When a line of the records below contains the string "compass", copy that whole line.

(Dataset entries)
-.-.-
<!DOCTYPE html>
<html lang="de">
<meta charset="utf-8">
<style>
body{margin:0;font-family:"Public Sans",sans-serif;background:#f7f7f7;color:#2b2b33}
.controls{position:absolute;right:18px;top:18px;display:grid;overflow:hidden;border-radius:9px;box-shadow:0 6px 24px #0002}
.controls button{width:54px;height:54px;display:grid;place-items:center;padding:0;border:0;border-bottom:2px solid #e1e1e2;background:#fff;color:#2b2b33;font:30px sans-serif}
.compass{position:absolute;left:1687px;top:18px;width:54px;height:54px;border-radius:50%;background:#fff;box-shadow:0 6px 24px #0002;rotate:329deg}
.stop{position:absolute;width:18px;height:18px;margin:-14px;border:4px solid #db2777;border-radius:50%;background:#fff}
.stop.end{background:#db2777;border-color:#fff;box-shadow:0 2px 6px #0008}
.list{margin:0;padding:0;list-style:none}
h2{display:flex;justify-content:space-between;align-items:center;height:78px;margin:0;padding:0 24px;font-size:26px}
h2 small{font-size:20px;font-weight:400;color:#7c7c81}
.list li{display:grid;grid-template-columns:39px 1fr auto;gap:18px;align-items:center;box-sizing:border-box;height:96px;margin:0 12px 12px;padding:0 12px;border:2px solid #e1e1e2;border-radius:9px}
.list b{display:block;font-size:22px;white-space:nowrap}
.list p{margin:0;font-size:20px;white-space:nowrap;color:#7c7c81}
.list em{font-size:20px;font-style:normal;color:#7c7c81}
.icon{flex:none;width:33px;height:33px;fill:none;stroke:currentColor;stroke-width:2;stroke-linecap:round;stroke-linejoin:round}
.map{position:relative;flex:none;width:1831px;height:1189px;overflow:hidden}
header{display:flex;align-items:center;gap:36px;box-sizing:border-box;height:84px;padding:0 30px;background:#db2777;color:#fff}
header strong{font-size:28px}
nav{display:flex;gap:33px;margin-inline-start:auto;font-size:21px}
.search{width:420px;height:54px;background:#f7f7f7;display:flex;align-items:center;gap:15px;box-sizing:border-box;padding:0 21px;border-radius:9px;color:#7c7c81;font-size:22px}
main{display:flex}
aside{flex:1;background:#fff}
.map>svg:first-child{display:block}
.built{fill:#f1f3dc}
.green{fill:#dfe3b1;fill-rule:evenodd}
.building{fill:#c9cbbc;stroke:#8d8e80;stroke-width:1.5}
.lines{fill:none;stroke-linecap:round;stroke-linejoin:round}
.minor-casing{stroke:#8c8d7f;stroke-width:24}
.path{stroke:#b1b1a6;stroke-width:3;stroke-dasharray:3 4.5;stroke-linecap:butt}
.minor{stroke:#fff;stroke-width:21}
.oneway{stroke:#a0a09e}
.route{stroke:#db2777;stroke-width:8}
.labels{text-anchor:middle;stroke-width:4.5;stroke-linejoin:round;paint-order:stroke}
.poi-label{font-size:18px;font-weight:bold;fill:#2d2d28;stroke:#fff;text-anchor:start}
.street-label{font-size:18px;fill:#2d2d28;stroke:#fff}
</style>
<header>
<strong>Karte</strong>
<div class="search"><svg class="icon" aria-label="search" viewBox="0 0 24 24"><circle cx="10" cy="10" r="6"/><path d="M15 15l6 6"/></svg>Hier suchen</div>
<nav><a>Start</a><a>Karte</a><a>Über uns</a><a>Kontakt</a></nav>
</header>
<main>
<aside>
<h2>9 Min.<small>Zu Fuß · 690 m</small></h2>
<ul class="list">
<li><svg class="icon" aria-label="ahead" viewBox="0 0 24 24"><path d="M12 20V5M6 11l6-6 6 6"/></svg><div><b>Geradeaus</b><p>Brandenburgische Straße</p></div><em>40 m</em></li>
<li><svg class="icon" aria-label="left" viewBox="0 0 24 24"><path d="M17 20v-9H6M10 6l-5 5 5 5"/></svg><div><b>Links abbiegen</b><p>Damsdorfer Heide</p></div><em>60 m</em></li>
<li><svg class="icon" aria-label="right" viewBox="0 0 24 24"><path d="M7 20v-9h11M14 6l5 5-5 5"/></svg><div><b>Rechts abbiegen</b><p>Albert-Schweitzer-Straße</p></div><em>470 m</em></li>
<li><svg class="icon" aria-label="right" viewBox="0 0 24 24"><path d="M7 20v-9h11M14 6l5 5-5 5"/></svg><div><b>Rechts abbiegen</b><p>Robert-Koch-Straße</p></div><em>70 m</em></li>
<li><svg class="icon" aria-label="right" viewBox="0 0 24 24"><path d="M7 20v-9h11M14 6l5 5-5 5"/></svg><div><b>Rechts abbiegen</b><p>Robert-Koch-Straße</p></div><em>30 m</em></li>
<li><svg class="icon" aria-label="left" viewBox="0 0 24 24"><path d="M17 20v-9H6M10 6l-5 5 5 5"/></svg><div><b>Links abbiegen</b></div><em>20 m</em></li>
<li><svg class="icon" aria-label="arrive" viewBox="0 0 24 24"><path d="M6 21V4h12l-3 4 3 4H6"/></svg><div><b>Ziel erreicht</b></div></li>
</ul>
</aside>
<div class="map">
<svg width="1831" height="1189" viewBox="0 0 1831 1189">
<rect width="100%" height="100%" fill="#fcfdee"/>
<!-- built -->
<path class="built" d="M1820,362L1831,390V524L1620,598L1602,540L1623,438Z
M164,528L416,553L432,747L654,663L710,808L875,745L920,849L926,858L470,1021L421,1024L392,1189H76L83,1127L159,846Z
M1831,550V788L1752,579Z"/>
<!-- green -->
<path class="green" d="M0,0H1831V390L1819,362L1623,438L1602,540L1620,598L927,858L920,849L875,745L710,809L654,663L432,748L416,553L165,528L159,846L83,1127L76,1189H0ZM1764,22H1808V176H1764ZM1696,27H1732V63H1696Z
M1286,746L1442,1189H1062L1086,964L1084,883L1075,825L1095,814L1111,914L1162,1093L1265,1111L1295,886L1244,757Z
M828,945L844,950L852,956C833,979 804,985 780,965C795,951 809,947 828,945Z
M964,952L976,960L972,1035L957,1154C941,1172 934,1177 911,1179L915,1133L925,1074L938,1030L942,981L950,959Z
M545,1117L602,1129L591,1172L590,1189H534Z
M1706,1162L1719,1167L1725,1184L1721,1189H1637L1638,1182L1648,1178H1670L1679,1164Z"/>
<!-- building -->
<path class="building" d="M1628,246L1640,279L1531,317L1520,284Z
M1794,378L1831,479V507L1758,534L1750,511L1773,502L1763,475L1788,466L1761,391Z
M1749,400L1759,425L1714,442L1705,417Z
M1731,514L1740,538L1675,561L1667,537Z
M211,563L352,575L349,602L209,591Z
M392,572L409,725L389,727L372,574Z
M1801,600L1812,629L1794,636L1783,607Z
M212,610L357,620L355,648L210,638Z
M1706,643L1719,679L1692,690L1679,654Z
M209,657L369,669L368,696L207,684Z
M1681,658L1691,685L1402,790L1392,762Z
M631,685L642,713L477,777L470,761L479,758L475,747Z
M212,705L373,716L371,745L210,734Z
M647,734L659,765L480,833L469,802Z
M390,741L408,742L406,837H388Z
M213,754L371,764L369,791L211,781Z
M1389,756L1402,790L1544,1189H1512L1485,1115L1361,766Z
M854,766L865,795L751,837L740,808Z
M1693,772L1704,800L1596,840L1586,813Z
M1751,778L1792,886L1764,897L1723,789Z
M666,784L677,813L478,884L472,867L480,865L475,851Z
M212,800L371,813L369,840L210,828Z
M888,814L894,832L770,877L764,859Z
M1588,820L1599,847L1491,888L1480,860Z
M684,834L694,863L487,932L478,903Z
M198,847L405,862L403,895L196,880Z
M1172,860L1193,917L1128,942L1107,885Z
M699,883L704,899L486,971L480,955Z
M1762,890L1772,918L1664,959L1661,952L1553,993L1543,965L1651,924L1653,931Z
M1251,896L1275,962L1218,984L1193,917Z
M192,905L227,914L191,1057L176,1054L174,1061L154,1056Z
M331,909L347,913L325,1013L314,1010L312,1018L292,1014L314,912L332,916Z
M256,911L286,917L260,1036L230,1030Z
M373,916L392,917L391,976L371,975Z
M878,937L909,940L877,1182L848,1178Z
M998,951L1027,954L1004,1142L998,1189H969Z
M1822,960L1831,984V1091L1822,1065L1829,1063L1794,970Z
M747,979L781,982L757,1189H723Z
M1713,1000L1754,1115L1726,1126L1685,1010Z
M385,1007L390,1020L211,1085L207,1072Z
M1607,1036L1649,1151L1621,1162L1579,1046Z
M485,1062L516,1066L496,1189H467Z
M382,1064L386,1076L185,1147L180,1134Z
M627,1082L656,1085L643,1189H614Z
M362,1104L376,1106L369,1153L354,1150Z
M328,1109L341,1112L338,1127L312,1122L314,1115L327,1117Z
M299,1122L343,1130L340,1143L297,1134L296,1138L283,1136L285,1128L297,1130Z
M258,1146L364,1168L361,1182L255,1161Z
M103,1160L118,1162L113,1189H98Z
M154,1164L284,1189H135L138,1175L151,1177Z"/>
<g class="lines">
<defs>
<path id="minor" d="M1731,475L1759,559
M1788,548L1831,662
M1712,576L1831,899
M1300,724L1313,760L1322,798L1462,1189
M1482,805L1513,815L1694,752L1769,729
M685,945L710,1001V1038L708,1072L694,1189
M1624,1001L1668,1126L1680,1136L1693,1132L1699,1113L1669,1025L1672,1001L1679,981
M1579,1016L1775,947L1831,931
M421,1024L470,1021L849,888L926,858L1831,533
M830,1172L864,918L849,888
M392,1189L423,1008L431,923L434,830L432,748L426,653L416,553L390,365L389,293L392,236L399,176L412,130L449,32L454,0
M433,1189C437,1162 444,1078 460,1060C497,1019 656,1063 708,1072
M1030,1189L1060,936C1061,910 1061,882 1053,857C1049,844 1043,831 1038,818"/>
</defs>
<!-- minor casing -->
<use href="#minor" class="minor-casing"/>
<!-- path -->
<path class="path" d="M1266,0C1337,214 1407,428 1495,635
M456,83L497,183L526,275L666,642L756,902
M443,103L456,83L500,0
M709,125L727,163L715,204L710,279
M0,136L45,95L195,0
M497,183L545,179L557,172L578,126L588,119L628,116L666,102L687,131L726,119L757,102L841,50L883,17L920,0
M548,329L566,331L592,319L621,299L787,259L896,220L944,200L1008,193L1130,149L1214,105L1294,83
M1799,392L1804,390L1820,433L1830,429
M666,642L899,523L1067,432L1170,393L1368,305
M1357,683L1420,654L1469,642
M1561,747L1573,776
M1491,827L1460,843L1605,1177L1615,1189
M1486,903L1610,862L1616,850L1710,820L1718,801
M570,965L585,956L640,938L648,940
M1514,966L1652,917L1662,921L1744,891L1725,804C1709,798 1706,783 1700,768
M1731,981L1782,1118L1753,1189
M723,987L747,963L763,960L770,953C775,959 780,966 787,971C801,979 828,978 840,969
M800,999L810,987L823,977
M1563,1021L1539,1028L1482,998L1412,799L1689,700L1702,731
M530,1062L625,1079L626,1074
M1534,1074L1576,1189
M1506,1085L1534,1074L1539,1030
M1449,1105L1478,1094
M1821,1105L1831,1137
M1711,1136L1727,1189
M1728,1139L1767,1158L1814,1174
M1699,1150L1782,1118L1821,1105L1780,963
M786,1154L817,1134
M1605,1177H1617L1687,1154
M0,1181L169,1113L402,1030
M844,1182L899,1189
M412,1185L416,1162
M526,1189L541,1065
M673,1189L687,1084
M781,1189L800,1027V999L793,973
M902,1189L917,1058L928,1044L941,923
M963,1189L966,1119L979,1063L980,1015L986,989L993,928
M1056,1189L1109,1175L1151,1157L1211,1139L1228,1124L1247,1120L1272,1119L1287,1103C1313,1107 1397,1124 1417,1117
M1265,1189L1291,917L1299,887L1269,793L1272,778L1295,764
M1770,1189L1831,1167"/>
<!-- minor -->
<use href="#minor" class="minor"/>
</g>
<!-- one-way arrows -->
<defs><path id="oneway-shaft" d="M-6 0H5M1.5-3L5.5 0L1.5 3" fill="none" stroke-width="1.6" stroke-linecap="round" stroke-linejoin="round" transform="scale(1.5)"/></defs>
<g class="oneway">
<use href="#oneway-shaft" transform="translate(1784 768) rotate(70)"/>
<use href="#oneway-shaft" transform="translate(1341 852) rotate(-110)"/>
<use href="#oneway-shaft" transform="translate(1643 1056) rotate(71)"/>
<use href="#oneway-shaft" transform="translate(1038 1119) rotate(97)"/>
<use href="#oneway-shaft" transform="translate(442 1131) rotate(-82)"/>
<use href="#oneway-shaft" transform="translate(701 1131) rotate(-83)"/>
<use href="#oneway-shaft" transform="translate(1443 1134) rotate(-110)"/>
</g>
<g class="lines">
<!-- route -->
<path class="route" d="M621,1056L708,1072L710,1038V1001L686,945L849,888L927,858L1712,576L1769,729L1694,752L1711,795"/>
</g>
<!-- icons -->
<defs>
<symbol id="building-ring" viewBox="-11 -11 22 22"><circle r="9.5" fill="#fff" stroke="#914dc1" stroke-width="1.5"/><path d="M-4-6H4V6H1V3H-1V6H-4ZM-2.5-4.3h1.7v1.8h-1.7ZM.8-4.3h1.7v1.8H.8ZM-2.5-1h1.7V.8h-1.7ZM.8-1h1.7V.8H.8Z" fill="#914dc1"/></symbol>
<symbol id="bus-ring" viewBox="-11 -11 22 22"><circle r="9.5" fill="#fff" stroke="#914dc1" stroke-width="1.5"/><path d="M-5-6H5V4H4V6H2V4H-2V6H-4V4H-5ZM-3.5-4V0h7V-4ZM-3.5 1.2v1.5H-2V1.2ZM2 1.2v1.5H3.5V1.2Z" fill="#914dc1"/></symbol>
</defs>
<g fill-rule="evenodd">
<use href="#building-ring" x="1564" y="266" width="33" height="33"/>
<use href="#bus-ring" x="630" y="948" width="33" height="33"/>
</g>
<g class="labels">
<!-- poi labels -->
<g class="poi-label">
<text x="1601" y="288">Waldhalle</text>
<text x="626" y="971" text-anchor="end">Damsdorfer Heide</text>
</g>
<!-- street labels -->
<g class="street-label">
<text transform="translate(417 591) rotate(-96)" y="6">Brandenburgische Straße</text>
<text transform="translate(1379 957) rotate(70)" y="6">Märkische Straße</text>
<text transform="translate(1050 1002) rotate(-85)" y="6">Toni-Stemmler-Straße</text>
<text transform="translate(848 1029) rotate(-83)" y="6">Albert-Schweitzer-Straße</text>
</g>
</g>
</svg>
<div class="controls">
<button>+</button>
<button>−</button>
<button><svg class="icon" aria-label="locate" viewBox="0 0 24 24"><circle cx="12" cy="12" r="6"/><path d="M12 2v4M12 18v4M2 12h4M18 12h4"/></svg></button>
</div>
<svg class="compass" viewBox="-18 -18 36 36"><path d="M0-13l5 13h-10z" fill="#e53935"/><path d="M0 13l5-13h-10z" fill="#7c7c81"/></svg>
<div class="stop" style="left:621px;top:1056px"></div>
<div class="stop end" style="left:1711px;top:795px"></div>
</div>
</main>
-.-.-
* **ANSWER SPACE**:
.compass{position:absolute;left:1687px;top:18px;width:54px;height:54px;border-radius:50%;background:#fff;box-shadow:0 6px 24px #0002;rotate:329deg}
<svg class="compass" viewBox="-18 -18 36 36"><path d="M0-13l5 13h-10z" fill="#e53935"/><path d="M0 13l5-13h-10z" fill="#7c7c81"/></svg>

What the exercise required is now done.